Here in New York City, we know something about marathons. The NYC Marathon rightfully is famous as one of the sporting highlights of the year. It takes an enormous amount of dedication and effort on the part of participants and organizers alike to prepare for and complete this marathon.
Unfortunately, NYC also hosts another type of marathon, which occurs daily. It's the "meeting marathon." Worse still, NYC isn't the only town with this sporting event. We've all been in a meeting marathon -- the ultimate corporate test of endurance and, in some cases, sanity. Folks have responded by ignoring the discussion at the meeting and focusing instead on buzzword bingo, texting, doodling, daydreaming ... you get the picture.
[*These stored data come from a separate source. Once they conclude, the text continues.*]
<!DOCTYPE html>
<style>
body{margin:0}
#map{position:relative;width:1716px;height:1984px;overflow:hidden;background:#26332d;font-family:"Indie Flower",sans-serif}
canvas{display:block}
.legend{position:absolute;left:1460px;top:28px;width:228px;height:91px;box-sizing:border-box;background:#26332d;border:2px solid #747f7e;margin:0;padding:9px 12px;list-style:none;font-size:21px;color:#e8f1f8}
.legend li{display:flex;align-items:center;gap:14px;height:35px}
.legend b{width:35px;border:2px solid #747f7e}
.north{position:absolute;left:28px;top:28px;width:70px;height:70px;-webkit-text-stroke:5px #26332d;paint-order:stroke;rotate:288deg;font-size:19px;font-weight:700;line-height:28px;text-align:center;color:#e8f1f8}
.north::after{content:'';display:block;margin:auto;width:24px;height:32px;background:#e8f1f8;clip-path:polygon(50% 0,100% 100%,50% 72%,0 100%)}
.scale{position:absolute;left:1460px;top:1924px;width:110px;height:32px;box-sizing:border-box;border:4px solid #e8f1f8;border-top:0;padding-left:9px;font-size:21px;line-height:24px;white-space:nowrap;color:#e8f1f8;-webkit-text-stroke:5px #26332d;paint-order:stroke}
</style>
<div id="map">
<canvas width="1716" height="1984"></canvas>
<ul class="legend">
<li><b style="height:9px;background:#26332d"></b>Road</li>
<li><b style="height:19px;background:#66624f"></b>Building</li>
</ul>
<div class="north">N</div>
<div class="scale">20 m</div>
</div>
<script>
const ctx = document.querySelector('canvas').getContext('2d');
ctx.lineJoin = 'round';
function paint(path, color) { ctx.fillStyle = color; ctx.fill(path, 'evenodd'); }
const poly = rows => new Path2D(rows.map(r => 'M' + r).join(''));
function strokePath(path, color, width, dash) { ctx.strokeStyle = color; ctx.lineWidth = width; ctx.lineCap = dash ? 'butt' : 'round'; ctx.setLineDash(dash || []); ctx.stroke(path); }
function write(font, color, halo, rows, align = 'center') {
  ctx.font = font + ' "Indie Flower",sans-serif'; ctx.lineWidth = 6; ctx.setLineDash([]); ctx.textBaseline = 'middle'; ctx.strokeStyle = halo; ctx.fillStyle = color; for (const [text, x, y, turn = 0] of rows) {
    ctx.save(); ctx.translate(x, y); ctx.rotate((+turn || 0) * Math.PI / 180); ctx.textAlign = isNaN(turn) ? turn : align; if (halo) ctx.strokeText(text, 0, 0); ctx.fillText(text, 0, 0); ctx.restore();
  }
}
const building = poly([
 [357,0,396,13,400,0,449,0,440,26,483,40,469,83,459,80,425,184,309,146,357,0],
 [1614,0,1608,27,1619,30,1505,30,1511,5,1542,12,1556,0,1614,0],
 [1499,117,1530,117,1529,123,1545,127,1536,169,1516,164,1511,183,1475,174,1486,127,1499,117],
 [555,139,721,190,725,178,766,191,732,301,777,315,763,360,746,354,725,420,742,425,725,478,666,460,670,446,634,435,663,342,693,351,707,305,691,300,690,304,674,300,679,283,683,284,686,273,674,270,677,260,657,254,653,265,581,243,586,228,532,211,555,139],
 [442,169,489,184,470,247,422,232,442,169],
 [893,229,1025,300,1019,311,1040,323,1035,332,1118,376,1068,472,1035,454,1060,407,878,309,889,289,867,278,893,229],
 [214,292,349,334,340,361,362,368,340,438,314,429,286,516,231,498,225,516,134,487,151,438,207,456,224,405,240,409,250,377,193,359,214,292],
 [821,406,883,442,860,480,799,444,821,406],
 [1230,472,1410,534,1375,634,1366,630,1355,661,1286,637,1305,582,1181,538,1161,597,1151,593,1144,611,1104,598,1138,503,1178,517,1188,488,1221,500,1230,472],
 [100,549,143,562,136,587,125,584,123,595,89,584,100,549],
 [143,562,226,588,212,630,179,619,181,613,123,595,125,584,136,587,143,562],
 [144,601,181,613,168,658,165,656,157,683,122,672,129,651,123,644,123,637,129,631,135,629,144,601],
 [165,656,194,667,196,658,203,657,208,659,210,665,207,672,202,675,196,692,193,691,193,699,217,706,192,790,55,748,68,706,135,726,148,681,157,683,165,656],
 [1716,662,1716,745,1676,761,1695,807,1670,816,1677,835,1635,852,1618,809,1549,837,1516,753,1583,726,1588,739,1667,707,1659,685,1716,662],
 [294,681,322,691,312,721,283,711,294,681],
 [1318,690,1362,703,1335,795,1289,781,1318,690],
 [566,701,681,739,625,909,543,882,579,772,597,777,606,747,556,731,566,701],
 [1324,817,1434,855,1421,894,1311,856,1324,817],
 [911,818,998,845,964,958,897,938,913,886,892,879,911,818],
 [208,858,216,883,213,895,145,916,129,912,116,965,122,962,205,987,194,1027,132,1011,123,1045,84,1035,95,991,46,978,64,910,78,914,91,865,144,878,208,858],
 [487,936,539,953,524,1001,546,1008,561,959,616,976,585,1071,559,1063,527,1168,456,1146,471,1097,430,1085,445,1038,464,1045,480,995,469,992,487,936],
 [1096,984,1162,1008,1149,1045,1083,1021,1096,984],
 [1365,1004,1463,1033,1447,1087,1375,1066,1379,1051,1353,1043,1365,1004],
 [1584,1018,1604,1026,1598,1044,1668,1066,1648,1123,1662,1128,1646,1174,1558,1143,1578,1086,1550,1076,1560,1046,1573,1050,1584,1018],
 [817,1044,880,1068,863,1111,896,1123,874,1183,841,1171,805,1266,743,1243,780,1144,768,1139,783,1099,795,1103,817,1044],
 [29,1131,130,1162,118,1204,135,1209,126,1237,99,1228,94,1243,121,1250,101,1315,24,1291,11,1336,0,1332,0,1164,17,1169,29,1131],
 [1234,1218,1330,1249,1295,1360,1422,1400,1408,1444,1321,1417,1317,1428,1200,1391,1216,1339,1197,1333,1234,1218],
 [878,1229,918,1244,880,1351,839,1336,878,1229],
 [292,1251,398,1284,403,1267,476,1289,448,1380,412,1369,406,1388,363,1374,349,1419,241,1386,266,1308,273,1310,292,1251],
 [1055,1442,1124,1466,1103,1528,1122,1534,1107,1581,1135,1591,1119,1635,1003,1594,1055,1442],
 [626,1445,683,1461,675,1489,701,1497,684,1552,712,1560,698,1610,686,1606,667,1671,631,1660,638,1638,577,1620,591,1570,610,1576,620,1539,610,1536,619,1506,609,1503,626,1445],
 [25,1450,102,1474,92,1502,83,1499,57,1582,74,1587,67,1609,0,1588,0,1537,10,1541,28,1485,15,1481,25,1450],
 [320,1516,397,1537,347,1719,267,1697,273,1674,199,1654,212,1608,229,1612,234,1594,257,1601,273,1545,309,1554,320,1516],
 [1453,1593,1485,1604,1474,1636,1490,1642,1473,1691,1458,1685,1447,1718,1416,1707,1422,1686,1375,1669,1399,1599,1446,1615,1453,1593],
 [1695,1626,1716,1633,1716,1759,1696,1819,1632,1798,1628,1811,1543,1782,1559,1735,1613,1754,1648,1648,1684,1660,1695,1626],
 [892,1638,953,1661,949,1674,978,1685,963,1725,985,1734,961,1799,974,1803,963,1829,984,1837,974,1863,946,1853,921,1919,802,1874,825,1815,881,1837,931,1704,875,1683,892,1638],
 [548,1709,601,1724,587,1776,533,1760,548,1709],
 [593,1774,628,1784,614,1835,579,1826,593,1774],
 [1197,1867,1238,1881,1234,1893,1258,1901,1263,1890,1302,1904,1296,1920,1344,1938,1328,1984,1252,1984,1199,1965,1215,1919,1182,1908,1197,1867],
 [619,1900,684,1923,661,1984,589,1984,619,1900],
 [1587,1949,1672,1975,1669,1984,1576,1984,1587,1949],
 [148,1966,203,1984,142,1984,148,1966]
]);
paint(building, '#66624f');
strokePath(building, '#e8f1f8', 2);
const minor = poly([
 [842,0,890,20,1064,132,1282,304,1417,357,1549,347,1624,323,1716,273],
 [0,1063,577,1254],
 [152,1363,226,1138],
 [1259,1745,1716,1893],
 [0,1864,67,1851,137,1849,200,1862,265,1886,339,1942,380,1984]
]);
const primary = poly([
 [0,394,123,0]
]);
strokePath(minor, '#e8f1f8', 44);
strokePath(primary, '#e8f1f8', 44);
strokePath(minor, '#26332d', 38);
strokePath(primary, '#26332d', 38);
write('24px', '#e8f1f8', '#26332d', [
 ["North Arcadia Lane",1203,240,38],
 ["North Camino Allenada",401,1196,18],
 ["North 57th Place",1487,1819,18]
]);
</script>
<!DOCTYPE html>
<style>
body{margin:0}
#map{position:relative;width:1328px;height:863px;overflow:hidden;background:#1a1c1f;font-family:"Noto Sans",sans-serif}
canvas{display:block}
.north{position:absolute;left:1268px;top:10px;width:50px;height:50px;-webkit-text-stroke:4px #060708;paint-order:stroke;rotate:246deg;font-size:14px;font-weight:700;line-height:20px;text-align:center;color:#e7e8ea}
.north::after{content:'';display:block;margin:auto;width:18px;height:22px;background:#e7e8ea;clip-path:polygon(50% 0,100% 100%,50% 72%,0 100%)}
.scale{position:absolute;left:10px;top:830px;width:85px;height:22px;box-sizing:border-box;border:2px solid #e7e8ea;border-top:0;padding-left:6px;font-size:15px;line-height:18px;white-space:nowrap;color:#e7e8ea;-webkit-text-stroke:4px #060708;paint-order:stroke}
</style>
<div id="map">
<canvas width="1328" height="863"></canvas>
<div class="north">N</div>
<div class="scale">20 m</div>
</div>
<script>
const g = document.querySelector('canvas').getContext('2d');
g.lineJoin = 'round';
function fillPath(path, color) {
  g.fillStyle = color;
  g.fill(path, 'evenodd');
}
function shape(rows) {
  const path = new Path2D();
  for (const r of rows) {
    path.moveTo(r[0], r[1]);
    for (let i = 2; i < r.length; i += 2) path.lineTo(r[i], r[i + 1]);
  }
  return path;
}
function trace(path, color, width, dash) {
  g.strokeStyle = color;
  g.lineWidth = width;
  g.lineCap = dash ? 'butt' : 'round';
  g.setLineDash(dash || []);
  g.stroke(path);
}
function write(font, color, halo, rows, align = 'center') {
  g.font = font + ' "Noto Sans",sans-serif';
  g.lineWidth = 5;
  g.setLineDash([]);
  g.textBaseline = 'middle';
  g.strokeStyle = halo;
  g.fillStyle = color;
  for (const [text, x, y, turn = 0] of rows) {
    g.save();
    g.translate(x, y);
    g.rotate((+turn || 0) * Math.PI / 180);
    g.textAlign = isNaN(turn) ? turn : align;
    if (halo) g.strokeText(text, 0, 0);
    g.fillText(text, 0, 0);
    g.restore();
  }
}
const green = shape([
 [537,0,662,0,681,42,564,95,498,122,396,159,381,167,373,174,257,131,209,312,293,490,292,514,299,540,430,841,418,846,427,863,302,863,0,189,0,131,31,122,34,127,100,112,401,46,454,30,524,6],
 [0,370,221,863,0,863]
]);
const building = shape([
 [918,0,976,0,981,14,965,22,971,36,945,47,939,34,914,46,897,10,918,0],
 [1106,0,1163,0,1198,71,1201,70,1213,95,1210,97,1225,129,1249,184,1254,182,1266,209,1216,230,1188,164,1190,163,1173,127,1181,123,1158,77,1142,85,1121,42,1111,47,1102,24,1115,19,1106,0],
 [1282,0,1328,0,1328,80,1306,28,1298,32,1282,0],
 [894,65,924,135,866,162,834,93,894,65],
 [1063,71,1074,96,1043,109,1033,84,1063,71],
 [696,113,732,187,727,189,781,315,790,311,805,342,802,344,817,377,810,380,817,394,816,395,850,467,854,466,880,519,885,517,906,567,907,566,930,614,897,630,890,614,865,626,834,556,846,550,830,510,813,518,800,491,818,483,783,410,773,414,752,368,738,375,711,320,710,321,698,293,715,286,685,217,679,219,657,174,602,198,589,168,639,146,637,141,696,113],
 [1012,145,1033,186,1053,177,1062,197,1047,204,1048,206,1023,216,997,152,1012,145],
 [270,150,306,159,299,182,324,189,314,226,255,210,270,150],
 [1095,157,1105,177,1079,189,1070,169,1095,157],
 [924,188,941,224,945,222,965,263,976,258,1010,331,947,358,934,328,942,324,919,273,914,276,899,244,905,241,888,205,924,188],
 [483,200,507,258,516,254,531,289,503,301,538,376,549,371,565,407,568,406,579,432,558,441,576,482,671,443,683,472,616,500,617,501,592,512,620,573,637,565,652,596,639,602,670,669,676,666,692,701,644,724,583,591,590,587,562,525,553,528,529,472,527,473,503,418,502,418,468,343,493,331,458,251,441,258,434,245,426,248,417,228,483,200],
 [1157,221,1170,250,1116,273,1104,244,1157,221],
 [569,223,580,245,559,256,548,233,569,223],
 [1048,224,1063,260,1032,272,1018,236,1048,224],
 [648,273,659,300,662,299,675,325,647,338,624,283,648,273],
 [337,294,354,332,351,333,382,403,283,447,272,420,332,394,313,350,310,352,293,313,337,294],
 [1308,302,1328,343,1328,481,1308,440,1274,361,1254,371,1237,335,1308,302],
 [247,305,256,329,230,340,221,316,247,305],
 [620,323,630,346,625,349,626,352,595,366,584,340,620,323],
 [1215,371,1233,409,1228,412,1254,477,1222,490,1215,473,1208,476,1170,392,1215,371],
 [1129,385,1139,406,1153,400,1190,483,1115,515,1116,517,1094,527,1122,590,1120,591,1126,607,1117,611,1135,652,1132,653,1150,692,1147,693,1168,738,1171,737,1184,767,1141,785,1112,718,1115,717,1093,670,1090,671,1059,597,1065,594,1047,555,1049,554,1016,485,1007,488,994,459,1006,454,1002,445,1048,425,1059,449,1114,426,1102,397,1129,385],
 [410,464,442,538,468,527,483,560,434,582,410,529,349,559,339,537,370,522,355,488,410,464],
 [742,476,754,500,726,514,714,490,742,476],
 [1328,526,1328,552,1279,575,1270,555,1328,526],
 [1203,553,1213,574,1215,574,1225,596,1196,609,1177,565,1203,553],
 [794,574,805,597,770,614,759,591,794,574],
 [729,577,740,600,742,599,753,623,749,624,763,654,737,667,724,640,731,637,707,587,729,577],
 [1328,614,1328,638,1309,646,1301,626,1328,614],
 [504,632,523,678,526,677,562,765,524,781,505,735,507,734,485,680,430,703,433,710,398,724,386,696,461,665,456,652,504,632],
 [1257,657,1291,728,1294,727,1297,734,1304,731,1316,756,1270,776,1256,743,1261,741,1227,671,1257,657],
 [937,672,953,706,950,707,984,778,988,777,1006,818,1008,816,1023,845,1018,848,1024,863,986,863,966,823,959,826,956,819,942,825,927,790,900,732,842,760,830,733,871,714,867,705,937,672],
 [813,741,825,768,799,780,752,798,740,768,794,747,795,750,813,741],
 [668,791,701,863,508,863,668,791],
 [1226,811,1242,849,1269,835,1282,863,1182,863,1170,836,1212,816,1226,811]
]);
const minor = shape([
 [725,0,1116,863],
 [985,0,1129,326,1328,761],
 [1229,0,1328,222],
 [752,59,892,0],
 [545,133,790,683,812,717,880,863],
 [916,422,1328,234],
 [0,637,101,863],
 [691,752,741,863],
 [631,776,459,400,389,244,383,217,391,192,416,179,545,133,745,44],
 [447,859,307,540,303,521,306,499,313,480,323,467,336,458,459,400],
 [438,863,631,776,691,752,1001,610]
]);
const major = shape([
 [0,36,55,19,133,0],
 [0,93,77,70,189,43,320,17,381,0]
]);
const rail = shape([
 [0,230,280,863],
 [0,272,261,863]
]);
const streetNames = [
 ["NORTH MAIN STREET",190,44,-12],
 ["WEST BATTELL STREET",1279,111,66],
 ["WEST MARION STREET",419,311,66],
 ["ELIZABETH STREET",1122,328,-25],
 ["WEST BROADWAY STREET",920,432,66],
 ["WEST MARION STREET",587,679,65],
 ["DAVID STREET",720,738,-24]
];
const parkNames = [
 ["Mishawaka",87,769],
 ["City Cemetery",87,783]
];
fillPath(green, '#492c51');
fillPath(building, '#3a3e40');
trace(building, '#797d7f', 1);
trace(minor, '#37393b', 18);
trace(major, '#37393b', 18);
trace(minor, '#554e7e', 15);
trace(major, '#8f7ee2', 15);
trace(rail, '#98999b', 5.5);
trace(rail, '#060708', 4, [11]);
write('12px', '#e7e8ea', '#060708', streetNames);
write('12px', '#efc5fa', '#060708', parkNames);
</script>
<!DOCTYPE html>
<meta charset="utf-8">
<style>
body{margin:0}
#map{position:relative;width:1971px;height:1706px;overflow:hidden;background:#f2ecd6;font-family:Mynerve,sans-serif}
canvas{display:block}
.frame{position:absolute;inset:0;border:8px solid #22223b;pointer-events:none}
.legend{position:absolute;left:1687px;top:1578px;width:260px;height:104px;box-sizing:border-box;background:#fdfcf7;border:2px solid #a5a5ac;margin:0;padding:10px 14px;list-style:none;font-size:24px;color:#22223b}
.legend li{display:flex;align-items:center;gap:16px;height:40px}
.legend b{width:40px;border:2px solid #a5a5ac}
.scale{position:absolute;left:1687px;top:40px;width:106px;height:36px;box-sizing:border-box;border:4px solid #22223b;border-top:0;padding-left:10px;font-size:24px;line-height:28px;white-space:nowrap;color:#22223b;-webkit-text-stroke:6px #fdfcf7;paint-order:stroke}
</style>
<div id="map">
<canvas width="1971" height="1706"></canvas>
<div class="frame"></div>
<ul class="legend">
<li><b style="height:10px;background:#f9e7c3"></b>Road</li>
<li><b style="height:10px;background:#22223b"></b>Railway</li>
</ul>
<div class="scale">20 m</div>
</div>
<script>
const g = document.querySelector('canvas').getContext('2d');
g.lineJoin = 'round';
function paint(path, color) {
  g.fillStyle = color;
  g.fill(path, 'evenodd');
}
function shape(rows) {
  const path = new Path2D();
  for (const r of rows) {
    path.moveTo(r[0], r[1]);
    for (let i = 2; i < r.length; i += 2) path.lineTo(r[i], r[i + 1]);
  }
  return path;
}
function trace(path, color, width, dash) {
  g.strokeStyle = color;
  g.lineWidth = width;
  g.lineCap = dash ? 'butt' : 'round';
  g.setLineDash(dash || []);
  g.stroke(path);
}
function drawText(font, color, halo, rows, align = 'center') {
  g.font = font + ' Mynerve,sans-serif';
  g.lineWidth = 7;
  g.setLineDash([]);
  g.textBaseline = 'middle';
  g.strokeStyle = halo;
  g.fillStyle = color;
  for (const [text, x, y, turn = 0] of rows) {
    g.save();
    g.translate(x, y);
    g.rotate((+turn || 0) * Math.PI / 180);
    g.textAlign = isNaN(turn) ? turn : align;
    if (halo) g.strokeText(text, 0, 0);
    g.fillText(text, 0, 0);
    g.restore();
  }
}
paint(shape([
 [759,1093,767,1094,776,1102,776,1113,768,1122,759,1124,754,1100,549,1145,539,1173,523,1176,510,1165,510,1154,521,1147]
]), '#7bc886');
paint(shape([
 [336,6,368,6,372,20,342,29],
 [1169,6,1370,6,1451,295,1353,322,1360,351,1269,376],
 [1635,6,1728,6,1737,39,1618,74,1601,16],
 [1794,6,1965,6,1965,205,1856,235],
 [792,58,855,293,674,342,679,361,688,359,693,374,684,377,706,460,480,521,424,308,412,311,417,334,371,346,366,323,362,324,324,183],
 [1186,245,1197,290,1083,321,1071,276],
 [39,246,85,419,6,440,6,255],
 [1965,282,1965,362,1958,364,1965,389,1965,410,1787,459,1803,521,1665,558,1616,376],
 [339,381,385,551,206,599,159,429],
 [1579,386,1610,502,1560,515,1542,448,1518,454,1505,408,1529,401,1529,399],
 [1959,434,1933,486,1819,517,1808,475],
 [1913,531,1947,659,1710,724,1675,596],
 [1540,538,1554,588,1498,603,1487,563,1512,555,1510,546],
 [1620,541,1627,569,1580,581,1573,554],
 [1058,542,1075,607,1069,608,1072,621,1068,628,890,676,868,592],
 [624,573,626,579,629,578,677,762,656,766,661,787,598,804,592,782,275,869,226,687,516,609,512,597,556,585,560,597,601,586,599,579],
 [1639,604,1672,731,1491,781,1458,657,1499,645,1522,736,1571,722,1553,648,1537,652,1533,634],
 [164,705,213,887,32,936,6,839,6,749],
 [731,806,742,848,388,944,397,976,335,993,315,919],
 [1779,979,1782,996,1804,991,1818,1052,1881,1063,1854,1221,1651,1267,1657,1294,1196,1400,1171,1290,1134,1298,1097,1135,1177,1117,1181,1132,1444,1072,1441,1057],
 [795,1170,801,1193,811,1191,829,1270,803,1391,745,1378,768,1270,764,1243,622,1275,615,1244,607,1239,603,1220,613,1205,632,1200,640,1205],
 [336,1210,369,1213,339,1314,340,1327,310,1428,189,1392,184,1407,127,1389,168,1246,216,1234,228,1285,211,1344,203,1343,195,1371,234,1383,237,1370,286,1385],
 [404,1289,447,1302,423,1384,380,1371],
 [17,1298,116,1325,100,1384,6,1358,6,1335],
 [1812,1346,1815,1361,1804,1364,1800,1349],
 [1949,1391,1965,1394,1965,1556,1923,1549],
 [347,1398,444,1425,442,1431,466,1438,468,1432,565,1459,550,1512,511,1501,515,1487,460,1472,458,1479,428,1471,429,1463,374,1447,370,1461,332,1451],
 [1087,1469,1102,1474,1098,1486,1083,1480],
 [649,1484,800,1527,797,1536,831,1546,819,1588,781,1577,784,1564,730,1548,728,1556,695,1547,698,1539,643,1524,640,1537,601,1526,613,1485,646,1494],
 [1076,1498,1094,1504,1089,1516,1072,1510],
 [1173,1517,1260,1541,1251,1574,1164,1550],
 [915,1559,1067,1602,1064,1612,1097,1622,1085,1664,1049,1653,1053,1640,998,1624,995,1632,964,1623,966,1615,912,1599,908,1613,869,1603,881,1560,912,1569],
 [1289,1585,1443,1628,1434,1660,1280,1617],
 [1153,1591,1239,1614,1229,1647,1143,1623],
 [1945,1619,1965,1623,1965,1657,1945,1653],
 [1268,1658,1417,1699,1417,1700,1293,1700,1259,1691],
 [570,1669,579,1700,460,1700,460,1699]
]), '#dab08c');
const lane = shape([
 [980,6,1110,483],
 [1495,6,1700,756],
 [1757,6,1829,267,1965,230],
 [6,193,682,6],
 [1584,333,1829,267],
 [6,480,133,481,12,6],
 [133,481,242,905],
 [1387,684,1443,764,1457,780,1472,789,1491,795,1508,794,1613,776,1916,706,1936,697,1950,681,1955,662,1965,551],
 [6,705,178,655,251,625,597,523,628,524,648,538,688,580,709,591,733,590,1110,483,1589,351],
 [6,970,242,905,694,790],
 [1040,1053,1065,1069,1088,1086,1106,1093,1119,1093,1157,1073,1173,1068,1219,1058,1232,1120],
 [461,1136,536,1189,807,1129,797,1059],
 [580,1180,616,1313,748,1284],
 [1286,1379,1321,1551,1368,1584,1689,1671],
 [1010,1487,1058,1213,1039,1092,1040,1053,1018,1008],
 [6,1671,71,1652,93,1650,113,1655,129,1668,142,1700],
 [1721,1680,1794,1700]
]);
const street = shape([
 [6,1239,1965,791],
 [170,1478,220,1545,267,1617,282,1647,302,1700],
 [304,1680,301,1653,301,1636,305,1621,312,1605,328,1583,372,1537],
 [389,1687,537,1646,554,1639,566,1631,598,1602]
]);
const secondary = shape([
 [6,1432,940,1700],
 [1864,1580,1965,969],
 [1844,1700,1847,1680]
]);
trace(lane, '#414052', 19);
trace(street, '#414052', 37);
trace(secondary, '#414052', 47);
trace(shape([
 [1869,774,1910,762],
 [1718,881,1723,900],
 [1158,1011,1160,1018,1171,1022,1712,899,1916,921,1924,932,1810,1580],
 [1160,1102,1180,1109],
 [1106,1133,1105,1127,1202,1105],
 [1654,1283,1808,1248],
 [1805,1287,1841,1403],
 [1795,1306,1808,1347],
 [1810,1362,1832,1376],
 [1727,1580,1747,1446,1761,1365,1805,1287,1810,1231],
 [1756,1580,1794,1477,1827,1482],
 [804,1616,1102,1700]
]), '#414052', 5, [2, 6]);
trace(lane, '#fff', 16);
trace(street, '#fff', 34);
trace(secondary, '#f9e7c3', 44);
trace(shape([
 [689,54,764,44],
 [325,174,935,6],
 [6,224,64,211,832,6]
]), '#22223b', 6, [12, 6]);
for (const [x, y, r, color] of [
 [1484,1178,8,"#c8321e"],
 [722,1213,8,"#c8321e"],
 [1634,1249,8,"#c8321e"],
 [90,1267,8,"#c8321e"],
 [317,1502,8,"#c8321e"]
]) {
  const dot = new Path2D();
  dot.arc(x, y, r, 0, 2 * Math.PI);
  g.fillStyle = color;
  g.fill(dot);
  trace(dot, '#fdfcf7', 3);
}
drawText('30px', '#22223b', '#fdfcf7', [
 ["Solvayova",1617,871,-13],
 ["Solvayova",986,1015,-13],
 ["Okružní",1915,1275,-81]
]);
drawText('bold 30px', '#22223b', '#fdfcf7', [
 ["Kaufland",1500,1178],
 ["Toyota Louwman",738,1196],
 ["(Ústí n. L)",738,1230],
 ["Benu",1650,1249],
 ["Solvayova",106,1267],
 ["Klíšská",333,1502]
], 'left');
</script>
I've written about meetings being the credible alternative to work. However, there are times when holding a meeting is exactly the right thing to do. For example, if you're trying to implement innovation by teamwork, a meeting will undoubtedly be necessary at some point. So what should you do? To begin with, be very sure that the person who is calling the meeting actually knows how to run a productive meeting. By this I don't mean that they can convene a meeting without chairs or use some similar gimmick. Too often, the only thing these approaches ensure is that the participants are uncomfortable. They don't necessarily result in a high-quality productive meeting.
Here are some proven techniques for delivering a productive meeting:
- set a clear time frame and stick to it -- this is useful discipline
- be sure the purpose of the meeting is publicized and understood
- realize that the very act of asking the key question changes the outcome of the discussion
- make preparatory materials available before the meeting
- identify potential issues/hurdles and try to address them before the meeting
- understand the constituencies that will be participating -- where they sit in the organization will determine where they stand on the issue you're discussing
- decide whether the goal is to air issues, test a proposal, reach a consensus or close out a discussion and then structure the meeting accordingly
- be clear whether you need a neutral facilitator or a facilitator who actual advocates for a particular position
- be sure you have a meeting facilitator who has the social skills and discipline to help move the conversation along without unnecessarily offending participants
There is no substitute for good preparation. In fact, the quality of preparation is almost always reflected in the quality of the meeting. Chances are that every meeting marathon you've ever attended lacked adequate preparation or was chaired by someone who did not have the necessary skills and focus. Thankfully, preparation, skills and focus can all be addressed and improved. There is no longer any need to waste time at meeting marathons. Insist on productivity!